Task requirements =
Using the data below, copy out all lines with the word "linecap".

Source information =
-- Opening Marker --
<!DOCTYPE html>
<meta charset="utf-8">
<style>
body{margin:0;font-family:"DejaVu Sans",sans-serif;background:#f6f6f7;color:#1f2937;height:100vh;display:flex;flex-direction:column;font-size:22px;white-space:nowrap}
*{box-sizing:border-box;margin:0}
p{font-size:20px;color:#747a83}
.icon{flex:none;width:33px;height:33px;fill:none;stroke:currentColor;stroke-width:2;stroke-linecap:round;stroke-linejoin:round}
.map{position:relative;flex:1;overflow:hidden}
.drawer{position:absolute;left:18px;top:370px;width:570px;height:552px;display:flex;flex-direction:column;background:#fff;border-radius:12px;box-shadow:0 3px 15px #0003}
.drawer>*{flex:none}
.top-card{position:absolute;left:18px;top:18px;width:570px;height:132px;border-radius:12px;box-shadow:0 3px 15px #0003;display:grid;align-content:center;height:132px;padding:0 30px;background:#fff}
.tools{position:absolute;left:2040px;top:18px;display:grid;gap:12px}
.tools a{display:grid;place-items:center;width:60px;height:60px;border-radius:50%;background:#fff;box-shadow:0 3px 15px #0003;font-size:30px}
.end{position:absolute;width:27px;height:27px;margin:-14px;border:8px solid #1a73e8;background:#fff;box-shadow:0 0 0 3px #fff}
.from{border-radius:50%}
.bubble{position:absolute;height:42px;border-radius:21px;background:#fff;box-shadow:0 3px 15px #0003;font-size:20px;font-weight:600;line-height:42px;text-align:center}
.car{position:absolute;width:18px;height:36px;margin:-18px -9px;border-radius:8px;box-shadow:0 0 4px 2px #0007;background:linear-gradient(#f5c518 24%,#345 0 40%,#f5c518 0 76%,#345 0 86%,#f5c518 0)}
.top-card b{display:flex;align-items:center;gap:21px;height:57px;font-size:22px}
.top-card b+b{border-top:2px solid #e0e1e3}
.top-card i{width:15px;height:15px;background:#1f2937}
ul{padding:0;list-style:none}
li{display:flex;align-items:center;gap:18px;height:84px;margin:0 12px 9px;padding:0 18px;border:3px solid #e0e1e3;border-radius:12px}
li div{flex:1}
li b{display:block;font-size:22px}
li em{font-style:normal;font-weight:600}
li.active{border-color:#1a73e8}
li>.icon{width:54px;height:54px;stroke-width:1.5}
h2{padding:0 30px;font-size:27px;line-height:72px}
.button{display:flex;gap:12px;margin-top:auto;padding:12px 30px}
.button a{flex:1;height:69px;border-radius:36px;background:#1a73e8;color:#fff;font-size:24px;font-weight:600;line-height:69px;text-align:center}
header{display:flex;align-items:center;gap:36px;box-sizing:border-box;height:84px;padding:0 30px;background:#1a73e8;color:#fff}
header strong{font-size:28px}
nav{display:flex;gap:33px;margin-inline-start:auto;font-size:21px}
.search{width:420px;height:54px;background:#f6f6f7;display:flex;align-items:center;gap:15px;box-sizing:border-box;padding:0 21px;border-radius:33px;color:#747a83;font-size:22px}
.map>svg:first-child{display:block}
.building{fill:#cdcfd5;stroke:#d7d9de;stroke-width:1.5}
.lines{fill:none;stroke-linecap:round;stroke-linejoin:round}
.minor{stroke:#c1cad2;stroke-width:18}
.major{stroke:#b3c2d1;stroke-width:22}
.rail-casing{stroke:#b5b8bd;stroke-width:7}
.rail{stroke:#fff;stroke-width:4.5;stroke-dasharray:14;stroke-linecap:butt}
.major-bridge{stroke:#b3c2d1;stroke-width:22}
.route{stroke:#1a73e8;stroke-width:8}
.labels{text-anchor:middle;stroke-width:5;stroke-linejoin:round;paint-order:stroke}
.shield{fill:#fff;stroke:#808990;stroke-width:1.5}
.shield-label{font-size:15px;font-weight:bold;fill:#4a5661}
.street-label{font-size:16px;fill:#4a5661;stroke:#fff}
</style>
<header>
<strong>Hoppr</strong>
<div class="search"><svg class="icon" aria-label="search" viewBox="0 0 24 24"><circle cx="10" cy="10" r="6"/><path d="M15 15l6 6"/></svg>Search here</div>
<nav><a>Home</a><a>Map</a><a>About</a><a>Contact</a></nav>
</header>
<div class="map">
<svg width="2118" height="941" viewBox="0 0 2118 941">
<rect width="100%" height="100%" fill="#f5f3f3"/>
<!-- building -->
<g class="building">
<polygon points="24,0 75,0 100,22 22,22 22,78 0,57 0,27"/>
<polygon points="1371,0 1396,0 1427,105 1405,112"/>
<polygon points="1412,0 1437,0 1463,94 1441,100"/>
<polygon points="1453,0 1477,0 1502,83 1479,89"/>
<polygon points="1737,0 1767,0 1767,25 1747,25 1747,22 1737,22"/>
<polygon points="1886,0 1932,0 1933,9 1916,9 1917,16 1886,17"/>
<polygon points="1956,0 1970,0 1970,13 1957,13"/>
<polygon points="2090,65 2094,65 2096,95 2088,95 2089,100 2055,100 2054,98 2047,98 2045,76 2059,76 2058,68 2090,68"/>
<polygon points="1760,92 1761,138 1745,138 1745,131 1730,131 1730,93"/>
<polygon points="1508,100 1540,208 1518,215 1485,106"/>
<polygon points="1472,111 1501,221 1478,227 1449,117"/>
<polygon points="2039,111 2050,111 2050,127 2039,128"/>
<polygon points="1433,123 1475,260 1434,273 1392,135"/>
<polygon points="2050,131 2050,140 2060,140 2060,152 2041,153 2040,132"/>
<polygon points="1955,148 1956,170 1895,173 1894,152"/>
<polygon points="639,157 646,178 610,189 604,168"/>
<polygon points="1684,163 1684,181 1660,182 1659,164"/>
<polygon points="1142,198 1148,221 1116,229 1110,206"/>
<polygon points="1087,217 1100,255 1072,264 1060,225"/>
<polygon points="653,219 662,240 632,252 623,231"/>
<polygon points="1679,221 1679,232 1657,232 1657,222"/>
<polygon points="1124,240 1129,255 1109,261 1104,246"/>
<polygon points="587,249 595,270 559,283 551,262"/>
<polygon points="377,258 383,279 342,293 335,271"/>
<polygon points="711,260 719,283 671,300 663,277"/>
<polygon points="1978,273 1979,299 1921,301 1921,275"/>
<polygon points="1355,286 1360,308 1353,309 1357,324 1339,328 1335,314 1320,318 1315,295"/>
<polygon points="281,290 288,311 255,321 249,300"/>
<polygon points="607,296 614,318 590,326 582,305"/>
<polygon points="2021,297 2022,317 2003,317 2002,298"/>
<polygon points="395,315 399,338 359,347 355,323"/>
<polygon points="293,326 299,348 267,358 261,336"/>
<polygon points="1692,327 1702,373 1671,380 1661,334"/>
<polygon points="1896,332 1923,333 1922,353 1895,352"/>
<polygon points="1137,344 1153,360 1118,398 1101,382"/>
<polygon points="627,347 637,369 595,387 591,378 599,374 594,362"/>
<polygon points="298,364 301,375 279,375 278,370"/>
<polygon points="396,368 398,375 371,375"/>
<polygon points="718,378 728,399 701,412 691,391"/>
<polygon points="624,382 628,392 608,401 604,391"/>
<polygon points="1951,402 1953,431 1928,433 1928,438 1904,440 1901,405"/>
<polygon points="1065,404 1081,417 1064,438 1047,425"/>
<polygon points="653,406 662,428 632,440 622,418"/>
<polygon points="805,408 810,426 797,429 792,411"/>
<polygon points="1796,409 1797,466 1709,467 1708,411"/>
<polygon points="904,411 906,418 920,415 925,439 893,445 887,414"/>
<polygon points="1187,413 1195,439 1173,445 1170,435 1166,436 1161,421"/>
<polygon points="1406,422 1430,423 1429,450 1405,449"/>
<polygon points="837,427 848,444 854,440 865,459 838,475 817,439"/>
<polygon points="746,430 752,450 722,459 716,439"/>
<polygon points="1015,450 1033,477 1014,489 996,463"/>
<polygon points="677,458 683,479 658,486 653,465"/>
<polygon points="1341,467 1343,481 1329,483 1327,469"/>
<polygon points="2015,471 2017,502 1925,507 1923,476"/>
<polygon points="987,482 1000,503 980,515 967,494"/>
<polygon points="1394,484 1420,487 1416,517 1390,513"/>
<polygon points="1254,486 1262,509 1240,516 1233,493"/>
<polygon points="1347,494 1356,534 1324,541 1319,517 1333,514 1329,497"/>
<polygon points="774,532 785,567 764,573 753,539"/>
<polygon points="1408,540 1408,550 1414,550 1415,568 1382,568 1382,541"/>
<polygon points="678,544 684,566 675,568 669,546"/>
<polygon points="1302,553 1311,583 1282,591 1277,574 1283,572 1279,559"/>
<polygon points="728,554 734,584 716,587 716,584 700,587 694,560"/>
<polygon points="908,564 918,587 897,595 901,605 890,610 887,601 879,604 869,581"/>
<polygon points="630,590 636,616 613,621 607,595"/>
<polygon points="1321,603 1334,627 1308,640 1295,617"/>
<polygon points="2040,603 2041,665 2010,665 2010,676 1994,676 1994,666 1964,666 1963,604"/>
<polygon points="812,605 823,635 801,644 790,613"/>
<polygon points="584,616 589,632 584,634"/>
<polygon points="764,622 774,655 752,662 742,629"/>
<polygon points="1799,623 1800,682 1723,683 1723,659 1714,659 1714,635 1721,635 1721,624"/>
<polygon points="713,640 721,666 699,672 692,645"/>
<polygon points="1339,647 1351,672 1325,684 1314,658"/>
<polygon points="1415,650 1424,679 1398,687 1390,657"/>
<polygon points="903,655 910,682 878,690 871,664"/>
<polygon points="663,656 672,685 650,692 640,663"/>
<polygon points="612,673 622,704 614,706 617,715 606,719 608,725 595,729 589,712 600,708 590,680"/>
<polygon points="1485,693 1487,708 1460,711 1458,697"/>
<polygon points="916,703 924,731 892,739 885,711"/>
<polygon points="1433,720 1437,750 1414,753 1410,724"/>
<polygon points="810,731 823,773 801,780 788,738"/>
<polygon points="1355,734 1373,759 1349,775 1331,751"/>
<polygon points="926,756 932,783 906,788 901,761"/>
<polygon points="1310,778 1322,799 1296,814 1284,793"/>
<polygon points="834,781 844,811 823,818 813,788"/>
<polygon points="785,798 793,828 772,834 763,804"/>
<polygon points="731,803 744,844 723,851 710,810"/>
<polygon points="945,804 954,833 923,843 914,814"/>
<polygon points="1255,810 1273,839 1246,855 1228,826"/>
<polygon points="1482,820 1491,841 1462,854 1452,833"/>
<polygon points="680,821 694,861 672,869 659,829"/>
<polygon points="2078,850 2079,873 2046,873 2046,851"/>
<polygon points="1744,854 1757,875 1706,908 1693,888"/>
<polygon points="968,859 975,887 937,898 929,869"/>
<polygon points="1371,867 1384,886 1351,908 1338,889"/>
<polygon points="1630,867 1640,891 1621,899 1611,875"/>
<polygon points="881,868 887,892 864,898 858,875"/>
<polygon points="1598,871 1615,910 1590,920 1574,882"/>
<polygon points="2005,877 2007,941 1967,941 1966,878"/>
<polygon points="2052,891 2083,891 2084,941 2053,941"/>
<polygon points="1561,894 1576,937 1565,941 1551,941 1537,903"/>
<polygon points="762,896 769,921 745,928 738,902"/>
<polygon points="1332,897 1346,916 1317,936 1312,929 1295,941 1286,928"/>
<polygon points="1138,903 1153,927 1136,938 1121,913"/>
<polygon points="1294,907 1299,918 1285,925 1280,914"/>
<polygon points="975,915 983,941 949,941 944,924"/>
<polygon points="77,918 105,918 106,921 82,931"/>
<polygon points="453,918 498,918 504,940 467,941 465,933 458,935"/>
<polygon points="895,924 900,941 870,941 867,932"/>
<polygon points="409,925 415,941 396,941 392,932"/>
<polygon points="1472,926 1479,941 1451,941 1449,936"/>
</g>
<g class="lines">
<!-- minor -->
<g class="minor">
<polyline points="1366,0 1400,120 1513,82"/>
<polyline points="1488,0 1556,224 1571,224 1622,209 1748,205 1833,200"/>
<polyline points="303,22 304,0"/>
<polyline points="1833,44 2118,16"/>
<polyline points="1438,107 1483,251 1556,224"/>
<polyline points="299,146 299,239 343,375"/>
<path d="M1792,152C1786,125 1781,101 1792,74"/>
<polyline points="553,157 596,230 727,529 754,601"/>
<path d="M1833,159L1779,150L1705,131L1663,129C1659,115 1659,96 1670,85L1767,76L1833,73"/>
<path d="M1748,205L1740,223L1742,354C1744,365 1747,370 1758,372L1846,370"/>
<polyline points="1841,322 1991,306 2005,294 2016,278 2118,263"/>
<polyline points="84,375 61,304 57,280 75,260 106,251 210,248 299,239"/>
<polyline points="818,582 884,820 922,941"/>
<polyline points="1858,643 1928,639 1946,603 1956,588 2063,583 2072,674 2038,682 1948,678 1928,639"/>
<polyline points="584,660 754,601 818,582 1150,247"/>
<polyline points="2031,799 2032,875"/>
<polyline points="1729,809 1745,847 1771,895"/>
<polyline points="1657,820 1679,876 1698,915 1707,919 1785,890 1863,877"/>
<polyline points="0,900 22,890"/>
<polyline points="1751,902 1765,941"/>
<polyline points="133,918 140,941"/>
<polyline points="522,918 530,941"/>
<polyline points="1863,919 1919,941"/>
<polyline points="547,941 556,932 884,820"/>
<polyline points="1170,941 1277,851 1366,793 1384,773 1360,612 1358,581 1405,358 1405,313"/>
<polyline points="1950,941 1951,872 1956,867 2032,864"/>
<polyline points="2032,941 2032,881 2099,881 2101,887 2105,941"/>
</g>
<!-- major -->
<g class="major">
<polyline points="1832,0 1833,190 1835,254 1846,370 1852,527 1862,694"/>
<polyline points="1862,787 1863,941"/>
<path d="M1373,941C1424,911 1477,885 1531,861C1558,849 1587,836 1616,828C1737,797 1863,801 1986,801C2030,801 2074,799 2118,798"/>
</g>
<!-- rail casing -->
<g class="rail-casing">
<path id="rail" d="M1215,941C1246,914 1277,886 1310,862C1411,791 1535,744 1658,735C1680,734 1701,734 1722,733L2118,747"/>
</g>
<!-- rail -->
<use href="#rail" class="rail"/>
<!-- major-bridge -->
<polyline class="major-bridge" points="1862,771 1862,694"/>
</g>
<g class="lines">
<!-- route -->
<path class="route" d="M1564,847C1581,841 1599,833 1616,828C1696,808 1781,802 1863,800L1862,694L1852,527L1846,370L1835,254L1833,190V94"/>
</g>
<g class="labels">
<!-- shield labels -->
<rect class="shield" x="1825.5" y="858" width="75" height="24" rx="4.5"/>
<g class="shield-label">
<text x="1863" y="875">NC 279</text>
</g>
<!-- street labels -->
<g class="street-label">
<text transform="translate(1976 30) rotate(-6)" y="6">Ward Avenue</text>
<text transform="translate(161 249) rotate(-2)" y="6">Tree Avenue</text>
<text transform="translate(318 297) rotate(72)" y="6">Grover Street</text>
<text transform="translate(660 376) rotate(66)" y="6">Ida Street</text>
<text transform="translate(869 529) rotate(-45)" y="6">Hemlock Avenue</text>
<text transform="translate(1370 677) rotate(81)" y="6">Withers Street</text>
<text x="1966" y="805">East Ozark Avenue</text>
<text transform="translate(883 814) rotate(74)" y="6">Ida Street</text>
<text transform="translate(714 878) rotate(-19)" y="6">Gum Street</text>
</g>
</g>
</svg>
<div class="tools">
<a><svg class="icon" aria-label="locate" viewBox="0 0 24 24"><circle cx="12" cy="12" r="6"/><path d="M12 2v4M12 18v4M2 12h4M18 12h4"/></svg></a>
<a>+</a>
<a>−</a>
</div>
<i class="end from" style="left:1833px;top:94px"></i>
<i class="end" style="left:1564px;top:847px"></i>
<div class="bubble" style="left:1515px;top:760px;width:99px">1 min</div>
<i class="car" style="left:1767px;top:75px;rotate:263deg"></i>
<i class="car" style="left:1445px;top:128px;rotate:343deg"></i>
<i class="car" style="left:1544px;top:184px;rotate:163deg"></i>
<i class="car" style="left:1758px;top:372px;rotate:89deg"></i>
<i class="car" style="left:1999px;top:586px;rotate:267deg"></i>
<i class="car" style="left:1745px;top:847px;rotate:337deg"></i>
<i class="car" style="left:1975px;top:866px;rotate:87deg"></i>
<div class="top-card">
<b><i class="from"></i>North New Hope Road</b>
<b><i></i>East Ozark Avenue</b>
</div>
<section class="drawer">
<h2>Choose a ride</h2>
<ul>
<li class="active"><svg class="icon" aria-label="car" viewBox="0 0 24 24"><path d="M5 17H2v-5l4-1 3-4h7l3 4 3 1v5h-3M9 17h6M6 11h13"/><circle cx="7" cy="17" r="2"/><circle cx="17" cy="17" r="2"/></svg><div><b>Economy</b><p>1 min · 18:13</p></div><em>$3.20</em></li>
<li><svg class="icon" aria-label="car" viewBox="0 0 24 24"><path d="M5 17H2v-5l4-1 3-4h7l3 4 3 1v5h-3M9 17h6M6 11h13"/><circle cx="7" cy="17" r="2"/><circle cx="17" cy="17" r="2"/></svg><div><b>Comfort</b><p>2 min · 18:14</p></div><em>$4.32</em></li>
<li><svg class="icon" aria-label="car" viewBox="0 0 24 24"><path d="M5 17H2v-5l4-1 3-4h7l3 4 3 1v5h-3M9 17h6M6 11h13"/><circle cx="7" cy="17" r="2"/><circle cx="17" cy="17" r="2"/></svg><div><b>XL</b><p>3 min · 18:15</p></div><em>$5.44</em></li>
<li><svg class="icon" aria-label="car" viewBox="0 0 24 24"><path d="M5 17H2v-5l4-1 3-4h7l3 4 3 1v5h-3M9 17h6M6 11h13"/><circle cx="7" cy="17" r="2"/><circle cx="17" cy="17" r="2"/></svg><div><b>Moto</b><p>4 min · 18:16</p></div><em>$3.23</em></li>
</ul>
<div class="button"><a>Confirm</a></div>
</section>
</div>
-- Closing Marker --
Exercise result =
.icon{flex:none;width:33px;height:33px;fill:none;stroke:currentColor;stroke-width:2;stroke-linecap:round;stroke-linejoin:round}
.lines{fill:none;stroke-linecap:round;stroke-linejoin:round}
.rail{stroke:#fff;stroke-width:4.5;stroke-dasharray:14;stroke-linecap:butt}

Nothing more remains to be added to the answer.